Objective: Atherosclerosis is a focal disease that develops at sites of low and oscillatory shear stress in arteries. This study aimed to understand how endothelial cells sense a gradient of fluid shear stress and transduce signals that regulate membrane expression of cell adhesion molecules and monocyte recruitment. Methods: Human aortic endothelial cells were stimulated with TNF-alpha and simultaneously exposed to a linear gradient of shear stress that increased from 0 to 16 dyne/cm(2). Cell adhesion molecule expression and activation of NF kappa B were quantified by immunofluorescence microscopy with resolution at the level of a single endothelial cell. Monocyte recruitment was imaged using custom microfluidic flow chambers. Results: VCAM-1 and E-selectin upregulation was greatest between 2-4 dyne/cm(2) (6 and 4-fold, respectively) and above 8 dyne/cm(2) expression was suppressed below that of untreated endothelial cells. In contrast, ICAM-1 expression and NF kappa B nuclear translocation increased with shear stress up to a maximum at 9 dyne/cm(2).

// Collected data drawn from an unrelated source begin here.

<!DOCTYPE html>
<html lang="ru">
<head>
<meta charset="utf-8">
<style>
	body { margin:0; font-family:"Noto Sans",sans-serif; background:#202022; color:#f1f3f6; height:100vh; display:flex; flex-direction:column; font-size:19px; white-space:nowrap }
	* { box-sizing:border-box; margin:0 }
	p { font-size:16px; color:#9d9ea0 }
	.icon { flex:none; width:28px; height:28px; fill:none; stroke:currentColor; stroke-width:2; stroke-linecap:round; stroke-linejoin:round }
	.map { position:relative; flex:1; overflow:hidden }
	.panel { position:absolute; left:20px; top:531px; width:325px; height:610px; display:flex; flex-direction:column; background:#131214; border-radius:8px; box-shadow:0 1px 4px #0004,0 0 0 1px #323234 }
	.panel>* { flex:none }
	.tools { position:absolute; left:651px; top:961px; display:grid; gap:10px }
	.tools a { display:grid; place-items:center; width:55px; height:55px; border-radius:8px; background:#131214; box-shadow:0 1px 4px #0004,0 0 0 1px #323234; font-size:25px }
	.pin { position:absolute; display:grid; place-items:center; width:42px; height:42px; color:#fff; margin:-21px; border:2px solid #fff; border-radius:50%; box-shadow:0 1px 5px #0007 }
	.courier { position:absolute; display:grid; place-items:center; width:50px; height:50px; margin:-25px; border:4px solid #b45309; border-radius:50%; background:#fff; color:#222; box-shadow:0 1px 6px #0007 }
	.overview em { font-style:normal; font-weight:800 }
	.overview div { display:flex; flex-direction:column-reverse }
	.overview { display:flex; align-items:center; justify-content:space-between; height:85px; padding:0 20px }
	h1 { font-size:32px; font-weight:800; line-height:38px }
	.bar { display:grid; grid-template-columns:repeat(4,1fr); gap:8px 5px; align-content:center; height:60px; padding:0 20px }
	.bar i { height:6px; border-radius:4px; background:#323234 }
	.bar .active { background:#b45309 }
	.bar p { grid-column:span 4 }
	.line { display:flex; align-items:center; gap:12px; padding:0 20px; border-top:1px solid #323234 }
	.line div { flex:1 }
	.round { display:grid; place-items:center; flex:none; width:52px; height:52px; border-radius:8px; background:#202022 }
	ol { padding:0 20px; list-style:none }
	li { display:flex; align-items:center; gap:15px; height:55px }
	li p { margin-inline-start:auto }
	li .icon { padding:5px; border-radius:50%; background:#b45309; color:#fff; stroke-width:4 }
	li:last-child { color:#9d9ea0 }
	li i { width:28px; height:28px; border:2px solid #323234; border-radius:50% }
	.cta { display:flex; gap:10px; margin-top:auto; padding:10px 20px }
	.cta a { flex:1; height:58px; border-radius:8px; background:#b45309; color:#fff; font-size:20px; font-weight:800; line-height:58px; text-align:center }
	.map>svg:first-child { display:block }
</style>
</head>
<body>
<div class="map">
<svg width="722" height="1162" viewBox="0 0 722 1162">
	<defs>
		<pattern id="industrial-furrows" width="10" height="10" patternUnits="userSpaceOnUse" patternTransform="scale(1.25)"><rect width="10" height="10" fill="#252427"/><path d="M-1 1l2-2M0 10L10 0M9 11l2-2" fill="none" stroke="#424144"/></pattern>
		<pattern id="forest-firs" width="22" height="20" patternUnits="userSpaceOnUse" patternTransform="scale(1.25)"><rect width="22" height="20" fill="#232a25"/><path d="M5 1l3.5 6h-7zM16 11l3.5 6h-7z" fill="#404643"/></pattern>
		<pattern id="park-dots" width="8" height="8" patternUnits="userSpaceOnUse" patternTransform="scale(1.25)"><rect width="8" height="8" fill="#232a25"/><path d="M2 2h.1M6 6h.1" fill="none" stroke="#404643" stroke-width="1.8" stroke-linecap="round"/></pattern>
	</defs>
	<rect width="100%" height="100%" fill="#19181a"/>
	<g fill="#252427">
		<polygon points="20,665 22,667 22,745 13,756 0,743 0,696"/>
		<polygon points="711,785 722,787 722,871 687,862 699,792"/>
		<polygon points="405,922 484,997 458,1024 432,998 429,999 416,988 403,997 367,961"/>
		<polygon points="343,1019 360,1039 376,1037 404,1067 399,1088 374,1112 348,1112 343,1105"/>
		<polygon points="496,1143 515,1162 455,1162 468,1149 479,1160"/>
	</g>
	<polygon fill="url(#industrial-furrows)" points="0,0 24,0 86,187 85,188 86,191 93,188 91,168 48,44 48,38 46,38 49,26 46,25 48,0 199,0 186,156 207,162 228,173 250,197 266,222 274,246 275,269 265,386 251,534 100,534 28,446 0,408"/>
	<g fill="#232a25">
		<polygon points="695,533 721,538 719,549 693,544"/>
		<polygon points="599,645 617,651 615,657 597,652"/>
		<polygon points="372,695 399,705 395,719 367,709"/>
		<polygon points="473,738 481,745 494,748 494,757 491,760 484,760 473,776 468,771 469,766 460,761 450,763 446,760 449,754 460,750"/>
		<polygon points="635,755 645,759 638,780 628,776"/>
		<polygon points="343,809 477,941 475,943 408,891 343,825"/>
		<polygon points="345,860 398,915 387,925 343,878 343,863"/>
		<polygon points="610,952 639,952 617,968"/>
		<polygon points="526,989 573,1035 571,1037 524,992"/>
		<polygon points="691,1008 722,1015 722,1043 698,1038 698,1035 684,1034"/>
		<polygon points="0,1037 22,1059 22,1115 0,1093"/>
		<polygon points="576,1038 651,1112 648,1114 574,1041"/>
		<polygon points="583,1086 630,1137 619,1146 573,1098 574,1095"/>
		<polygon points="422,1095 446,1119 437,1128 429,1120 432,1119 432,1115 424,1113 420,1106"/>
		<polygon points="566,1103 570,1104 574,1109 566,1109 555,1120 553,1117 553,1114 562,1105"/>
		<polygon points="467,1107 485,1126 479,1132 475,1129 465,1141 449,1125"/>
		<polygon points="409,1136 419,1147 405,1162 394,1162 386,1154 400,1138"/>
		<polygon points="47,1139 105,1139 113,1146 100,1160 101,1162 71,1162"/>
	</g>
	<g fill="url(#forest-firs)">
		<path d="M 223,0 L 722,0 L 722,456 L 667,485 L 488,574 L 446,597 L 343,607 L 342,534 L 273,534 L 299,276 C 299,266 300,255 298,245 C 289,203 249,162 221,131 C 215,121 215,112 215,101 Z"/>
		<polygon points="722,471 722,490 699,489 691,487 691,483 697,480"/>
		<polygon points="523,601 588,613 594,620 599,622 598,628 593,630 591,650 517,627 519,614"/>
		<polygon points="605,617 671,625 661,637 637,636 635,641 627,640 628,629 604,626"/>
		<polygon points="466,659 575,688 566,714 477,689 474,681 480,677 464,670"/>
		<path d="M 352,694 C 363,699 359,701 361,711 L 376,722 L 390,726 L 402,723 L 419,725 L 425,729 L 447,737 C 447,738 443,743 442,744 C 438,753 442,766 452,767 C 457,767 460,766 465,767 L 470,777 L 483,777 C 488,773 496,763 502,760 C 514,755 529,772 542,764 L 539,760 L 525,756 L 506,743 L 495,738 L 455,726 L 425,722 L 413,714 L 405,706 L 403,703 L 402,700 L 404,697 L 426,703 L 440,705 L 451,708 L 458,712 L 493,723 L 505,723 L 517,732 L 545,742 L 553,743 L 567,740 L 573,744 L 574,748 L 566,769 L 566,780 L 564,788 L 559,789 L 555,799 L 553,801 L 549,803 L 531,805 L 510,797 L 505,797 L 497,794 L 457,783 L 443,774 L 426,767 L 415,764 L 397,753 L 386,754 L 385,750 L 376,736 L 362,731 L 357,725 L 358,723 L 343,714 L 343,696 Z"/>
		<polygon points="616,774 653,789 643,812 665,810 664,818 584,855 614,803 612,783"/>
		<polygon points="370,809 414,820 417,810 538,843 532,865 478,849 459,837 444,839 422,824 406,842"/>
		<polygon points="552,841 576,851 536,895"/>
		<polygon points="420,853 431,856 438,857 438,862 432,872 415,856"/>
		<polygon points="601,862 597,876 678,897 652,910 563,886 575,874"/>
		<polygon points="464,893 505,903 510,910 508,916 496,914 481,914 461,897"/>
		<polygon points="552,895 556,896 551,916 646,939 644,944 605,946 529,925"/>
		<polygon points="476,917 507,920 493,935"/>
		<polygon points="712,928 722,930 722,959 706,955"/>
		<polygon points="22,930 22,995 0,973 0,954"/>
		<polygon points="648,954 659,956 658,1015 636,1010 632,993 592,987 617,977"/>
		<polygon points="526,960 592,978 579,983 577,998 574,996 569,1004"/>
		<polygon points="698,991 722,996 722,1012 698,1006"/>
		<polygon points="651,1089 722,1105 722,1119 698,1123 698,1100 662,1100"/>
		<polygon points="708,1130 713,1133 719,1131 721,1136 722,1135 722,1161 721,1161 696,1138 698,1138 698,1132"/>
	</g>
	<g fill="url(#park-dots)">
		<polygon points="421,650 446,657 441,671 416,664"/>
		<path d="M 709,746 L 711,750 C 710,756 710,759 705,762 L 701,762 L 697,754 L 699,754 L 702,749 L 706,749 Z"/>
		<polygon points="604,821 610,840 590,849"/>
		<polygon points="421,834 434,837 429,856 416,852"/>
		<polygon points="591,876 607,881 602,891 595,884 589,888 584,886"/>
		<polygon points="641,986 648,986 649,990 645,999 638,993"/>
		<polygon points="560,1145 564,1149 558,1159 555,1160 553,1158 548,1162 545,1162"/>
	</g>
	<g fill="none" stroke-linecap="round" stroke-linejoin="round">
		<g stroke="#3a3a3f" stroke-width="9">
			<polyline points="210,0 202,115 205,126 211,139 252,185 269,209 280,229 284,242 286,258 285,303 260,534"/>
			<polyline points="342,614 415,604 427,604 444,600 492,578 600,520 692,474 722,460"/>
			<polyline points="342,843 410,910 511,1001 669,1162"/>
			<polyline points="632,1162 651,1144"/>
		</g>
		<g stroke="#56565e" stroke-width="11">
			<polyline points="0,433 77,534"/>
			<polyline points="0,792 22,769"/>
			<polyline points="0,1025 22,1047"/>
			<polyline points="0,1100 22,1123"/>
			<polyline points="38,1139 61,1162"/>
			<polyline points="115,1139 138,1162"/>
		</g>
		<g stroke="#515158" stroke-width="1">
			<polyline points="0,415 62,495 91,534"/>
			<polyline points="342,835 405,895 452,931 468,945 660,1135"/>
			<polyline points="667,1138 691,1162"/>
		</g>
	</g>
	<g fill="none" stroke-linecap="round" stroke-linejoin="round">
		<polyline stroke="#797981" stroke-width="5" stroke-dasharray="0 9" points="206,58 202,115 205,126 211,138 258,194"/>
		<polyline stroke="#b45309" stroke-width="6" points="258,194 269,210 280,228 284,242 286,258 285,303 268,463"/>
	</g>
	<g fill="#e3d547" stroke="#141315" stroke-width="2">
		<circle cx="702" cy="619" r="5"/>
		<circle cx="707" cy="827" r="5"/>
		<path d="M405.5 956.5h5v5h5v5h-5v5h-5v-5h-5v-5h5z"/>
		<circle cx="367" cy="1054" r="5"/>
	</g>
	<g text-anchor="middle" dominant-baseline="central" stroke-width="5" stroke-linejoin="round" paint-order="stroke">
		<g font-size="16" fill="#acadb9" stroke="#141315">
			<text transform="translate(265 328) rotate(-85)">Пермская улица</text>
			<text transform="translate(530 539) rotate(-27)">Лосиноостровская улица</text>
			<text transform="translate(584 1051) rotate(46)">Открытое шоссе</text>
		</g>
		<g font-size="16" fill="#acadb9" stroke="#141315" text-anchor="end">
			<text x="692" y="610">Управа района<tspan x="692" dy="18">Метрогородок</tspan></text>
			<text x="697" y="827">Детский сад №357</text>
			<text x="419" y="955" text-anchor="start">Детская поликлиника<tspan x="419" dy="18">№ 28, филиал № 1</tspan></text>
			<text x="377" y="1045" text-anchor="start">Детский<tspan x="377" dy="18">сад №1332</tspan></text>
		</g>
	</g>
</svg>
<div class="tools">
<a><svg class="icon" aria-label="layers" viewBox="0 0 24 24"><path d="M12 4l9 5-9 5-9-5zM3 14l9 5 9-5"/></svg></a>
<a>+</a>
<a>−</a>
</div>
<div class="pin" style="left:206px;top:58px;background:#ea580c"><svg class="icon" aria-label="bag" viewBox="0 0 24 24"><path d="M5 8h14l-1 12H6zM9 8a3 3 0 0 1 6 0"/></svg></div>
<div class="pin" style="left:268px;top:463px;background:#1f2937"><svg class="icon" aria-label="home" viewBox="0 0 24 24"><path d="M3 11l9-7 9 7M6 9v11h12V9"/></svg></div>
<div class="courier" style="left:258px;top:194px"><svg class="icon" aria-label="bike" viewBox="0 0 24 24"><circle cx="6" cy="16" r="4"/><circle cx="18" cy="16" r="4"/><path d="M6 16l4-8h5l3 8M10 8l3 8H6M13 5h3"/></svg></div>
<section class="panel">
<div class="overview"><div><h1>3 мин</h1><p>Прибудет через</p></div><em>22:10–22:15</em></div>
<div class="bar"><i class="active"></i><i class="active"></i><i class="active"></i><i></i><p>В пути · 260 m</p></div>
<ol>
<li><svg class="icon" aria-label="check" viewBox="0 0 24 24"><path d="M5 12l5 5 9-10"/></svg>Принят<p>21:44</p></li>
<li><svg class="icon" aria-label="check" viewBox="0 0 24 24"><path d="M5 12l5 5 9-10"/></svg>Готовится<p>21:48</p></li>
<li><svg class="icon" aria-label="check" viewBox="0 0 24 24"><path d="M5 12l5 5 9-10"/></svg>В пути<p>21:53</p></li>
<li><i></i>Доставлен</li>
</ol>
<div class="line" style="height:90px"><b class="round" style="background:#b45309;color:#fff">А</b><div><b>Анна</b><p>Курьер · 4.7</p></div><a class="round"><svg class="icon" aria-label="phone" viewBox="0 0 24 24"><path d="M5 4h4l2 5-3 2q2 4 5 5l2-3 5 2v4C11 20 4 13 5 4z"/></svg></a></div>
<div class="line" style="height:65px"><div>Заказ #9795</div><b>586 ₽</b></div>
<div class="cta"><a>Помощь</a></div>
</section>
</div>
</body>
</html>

Monocyte recruitment was most efficient in regions where E-selectin and VCAM-1 expression was greatest. Conclusions: We found that the endothelium can sense a change in shear stress on the order of 0.25 dyne/cm(2) over a length of similar to 10 cells, regulating the level of protein transcription, cellular adhesion molecule expression, and leukocyte recruitment during inflammation.